> **Aim of the exercise**
A single number is the answer: how many lines of the data hold "read"?

> **Information**

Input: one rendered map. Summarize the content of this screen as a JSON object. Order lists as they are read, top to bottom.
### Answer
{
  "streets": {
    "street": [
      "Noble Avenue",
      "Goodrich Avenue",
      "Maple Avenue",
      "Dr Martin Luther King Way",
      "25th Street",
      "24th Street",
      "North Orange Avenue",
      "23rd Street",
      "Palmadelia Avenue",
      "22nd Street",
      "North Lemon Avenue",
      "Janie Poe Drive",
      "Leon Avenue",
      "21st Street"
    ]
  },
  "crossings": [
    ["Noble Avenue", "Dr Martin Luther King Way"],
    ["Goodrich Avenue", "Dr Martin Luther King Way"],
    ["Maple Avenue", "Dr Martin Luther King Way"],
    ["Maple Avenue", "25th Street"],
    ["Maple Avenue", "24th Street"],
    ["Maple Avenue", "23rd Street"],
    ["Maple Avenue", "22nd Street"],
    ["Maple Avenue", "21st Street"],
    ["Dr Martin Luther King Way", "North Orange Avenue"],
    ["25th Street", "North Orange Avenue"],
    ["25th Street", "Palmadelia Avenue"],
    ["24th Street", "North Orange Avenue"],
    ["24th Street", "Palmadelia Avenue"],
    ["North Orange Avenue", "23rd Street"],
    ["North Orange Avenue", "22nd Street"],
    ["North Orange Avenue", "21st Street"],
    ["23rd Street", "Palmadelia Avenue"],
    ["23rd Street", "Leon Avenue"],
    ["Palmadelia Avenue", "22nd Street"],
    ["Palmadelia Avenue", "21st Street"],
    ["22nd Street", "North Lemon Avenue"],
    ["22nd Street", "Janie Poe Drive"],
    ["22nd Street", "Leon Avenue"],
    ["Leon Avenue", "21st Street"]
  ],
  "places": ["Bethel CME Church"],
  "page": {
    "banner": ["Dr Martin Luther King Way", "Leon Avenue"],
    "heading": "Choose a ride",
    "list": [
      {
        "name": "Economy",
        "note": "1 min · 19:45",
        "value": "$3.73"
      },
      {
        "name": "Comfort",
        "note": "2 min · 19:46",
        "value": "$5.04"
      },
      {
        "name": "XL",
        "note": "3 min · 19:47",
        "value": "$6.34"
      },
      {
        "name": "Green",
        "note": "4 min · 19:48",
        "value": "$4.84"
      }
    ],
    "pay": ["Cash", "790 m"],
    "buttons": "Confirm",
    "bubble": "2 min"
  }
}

---

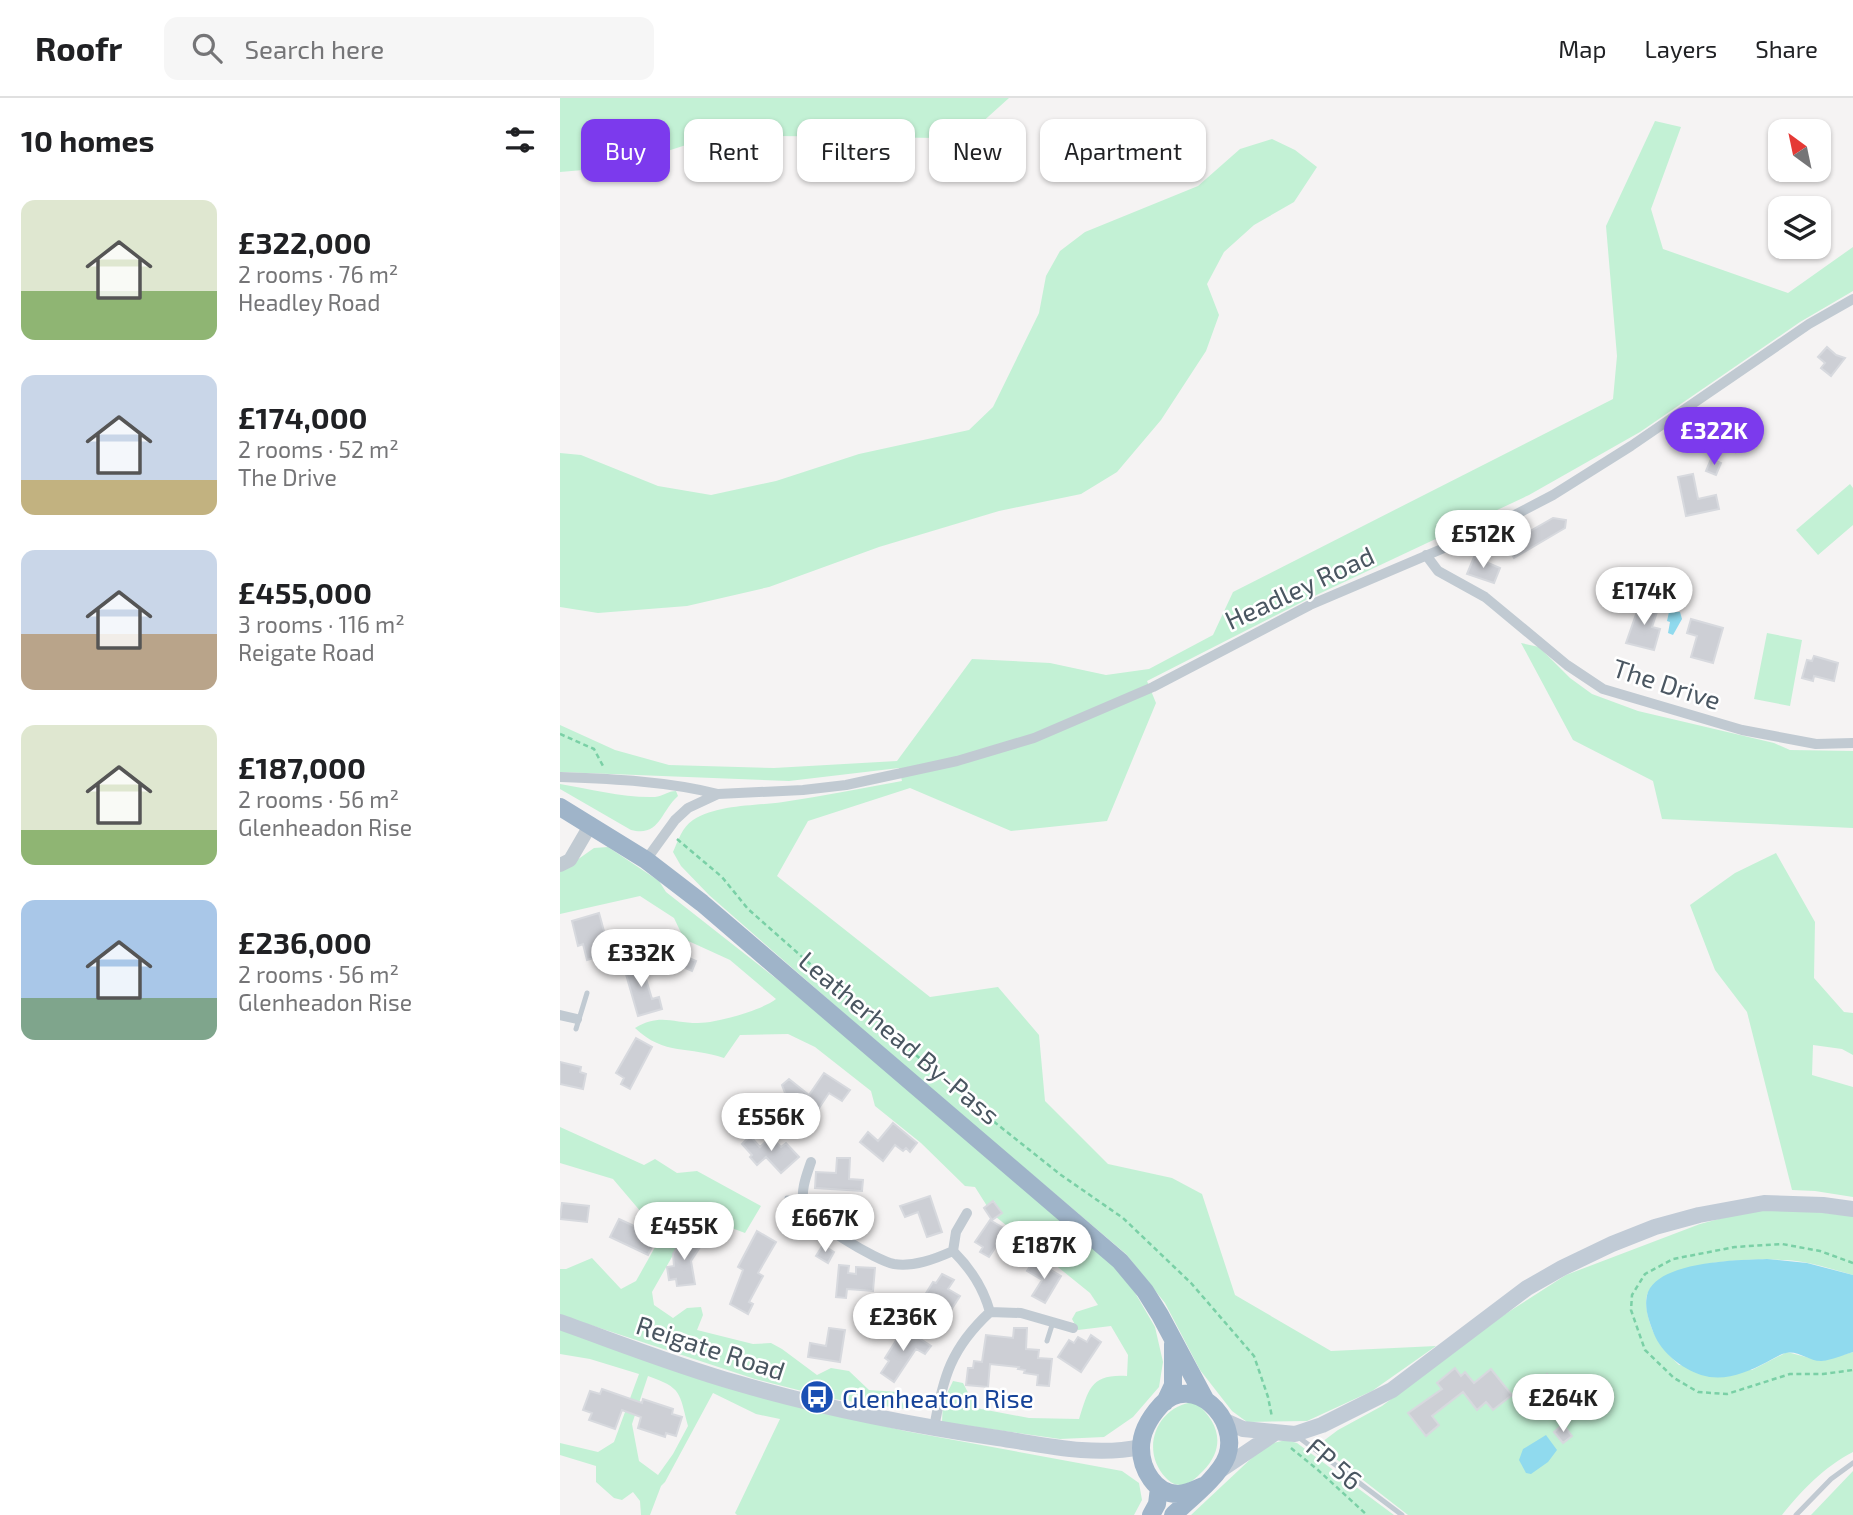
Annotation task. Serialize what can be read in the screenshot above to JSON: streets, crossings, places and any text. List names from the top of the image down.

...

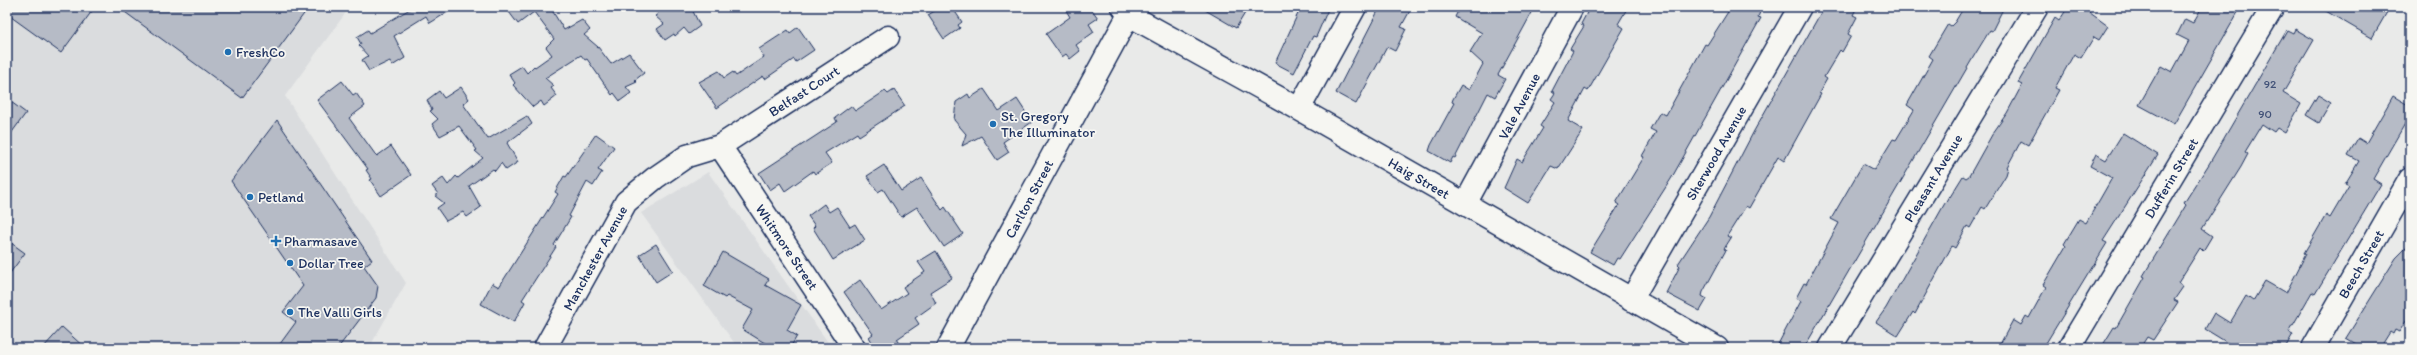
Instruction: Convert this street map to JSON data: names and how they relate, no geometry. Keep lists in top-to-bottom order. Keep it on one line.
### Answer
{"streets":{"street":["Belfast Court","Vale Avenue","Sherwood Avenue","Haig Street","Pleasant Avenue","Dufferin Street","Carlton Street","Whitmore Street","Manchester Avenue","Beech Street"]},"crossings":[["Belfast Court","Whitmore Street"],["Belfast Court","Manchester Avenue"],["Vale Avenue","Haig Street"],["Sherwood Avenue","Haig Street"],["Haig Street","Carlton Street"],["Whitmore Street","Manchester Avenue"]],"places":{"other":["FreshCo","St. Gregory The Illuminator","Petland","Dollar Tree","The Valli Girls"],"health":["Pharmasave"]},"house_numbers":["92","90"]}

> **Exercise output**
2